MARGATE — Elizabeth Roth was just 19 when she was liberated from a concentration camp, she and her sister the only survivors of a large Jewish family originally from the former Czechoslovakia.
More than 72 years later, Roth, of Vineland, sat with four generations of her family and about 75 other survivors Sunday at the Holocaust Survivor Annual Intergenerational Brunch at the Milton and Betty Katz Jewish Community Center.
“No one can say this never happened,” said Tina Serota, director of Jewish Family Service’s Village By the Shore program. “You all bear witness that this (Holocaust) happened, and that will help prevent it from happening again.”
The event was put on at the JCC by Jewish Family Service of Atlantic and Cape May Counties, the Sam Azeez Museum of Woodbine Heritage at Stockton University and the Sara and Sam Schoffer Holocaust Resource Center, also at Stockton.
The brunch, which included entertainment, celebrated Holocaust survivors and their families who directly and indirectly suffered at the hands of Nazi Germany, even as others in the United States gathered to support neo-Nazi and white supremacist ideals in Virginia this past weekend.
“What scares me is, what happens when there are no more survivors?” asked Alex Drobny, of Vineland. “They will claim that all the photos of the war and the camps were photoshopped.”

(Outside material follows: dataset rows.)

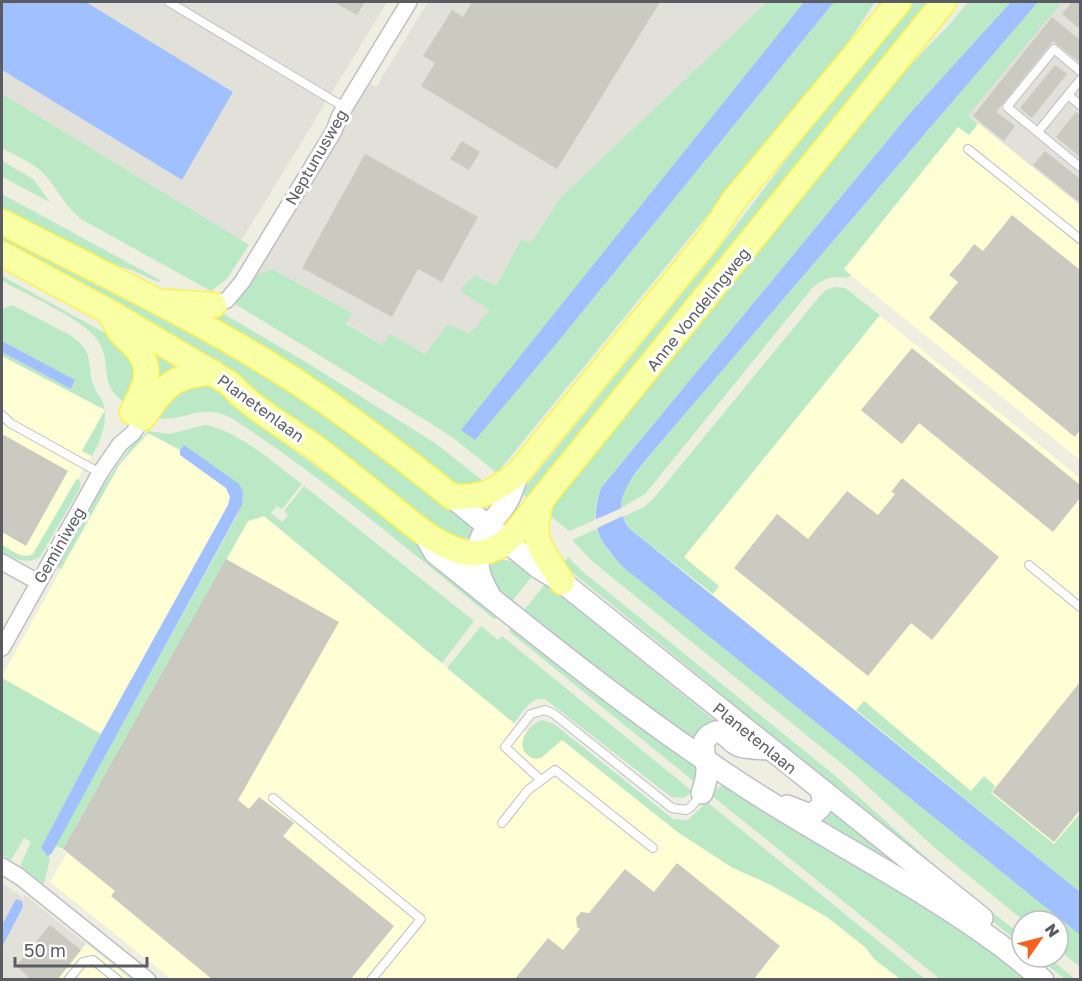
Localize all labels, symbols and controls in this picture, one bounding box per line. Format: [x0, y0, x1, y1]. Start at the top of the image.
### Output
street label: Neptunusweg [281, 106, 351, 208]
street label: Anne Vondelingweg [642, 243, 754, 375]
street label: Planetenlaan [214, 370, 308, 446]
street label: Geminiweg [29, 503, 89, 587]
street label: Planetenlaan [709, 698, 801, 778]
north arrow [1010, 909, 1070, 969]
text: N [1041, 920, 1064, 941]
scale bar [15, 930, 147, 968]
text: 50 m [24, 939, 66, 961]

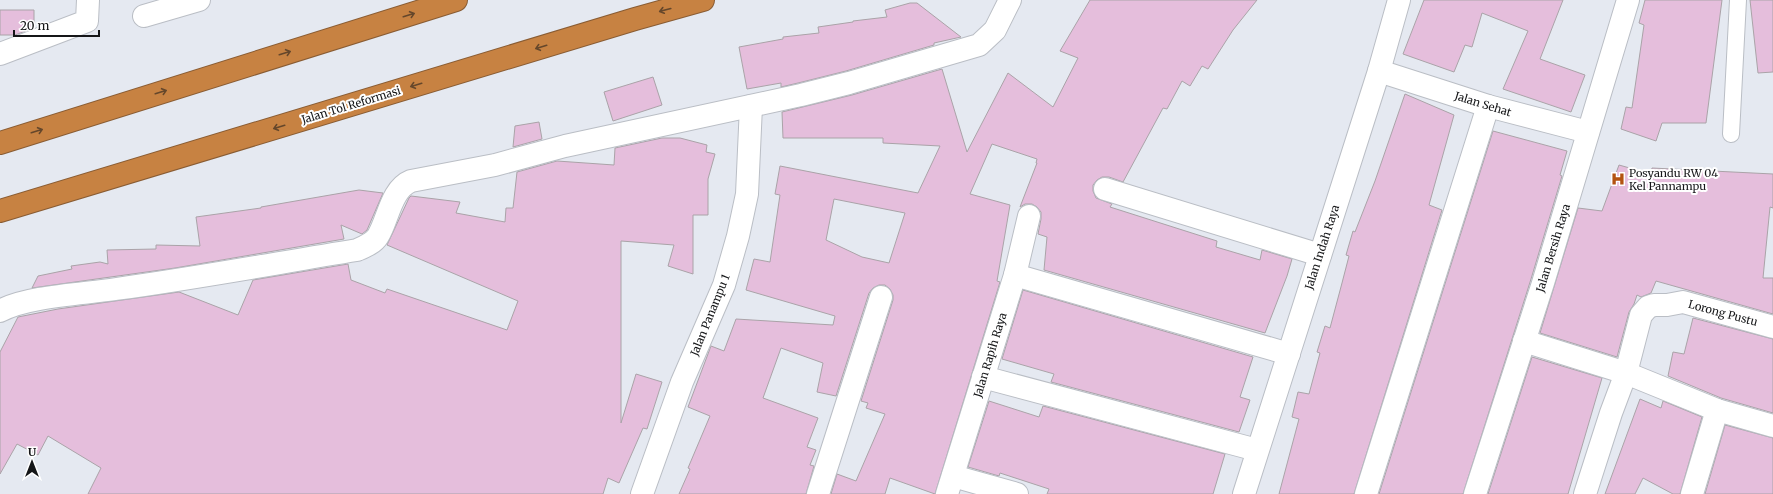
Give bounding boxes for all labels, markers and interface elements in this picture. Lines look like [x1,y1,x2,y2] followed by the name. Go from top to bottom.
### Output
[659,7,672,15] one-way arrow
[403,10,415,18] one-way arrow
[14,12,99,38] scale bar
[20,18,49,33] text: 20 m
[535,44,548,51] one-way arrow
[279,49,292,56] one-way arrow
[410,82,423,89] one-way arrow
[299,83,403,127] street label: Jalan Tol Reformasi
[155,88,168,95] one-way arrow
[1452,88,1514,119] street label: Jalan Sehat
[272,124,285,131] one-way arrow
[31,127,44,134] one-way arrow
[1629,166,1718,193] place label: Posyandu RW 04 Kel Pannampu
[1610,171,1626,187] hospital icon: Posyandu RW 04 Kel Pannampu
[1533,202,1573,295] street label: Jalan Bersih Raya
[1301,203,1342,292] street label: Jalan Indah Raya
[687,272,733,359] street label: Jalan Panampu 1
[1687,297,1759,329] street label: Lorong Pustu
[970,311,1010,400] street label: Jalan Rapih Raya
[12,442,52,482] north arrow
[28,445,37,459] text: U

The Holocaust, carried out by the Nazis under Adolf Hitler, was one of the largest genocides in human history, resulting in the murder of more than 6 million Jews and millions of others.
Drobny, a second-generation Holocaust survivor, came to the brunch in honor of his mother, the late Magda Atafter, who was born in Czechoslovakia and survived concentration camps in Europe before coming to the United States through Ellis Island with her husband and son.

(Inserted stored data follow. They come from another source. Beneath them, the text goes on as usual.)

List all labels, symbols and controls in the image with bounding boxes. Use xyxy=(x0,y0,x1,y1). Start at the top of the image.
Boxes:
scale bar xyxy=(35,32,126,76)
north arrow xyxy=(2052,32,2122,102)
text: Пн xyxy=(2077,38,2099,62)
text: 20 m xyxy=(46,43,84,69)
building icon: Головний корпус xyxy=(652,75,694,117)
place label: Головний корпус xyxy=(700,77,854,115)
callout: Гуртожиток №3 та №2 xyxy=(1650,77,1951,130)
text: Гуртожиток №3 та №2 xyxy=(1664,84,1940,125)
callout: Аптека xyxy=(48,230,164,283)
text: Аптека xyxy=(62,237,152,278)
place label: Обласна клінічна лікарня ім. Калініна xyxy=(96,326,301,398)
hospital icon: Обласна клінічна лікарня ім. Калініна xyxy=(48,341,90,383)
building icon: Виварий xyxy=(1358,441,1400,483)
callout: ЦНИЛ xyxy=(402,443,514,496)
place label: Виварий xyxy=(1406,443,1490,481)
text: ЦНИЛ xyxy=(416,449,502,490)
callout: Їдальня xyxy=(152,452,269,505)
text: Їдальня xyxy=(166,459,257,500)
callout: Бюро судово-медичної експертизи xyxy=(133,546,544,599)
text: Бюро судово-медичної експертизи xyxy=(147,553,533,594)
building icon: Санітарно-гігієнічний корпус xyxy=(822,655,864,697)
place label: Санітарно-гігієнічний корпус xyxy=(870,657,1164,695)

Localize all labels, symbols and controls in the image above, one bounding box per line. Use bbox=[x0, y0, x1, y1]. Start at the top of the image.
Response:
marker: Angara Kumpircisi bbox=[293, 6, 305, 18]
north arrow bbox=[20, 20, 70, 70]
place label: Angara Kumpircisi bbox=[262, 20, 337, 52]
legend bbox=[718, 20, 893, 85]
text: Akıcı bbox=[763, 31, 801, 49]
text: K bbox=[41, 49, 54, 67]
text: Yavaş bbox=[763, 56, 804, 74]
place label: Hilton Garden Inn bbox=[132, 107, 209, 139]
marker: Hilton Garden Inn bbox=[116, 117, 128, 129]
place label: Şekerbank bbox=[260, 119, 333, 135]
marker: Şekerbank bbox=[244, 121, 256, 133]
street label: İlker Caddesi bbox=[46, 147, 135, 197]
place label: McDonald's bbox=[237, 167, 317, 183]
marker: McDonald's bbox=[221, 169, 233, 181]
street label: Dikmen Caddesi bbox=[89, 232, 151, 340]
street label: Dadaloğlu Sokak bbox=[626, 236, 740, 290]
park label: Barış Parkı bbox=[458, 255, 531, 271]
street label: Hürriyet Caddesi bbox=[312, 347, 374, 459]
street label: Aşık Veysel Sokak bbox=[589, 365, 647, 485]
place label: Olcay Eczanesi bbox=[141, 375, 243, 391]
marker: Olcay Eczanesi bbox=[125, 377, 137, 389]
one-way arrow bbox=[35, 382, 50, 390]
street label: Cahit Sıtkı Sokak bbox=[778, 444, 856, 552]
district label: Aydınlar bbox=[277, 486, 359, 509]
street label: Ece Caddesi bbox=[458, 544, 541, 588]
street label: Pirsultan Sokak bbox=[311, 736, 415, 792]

After they had moved and he was about 4 years old, Drobny finally asked his mother why she had numbers on her arms. He remembers his mother getting very upset, but telling him the basis of how they were put on her arm as a prisoner of the Nazis.
Atafter’s story of living in Europe and surviving the war was written with help from Maryanne McLoughlin, a recently retired expert in Holocaust and genocide studies at Stockton University. She has helped more than 50 people publish their survivorship memoirs.
“We’ve talked about sad, tragic times, but we also had good times, too. I admire your courage,” she said at the brunch. “It’s not the easiest thing to tell, but it is so important for your families and the community. There are (Holocaust) deniers, and your stories are the bulwark against those deniers.”
About 150 people attended the event, organizers said, which featured a performance called “Barry” and dancers, some of whom had survivor family members, who moved across the stage to Yiddish music.
Roth, 91, watched the performances with her children, grandchildren and two great-grandchildren. She said she found comfort in being around others who survived the Holocaust. She immigrated to the United States in 1949 after getting married and having her oldest child shortly after the liberation of Auschwitz concentration camp.
Roth said although she lost so much family in the Holocaust, she is grateful for the large family she has today, although living in the United States has not been without conflict, especially with recent events concerning issues with North Korea and open support for white nationalism and neo-Nazism.
“It makes me sad,” she said. “After we survived, we thought we would have peace, but we have not always seen that.”
Gail Hirsch Rosenthal, director of the Sara and Sam Schoffer Holocaust Resource Center, said focusing on and supporting Holocaust survivors is more important than ever as that population continues to dwindle each year.
“I am a second-generation Holocaust survivor and I know my parents are looking down on me now they are no longer here,” Barbara Roth said. “But when I moved to this community in 2000, I realized I had been missing that feeling of being in a community of survivors.”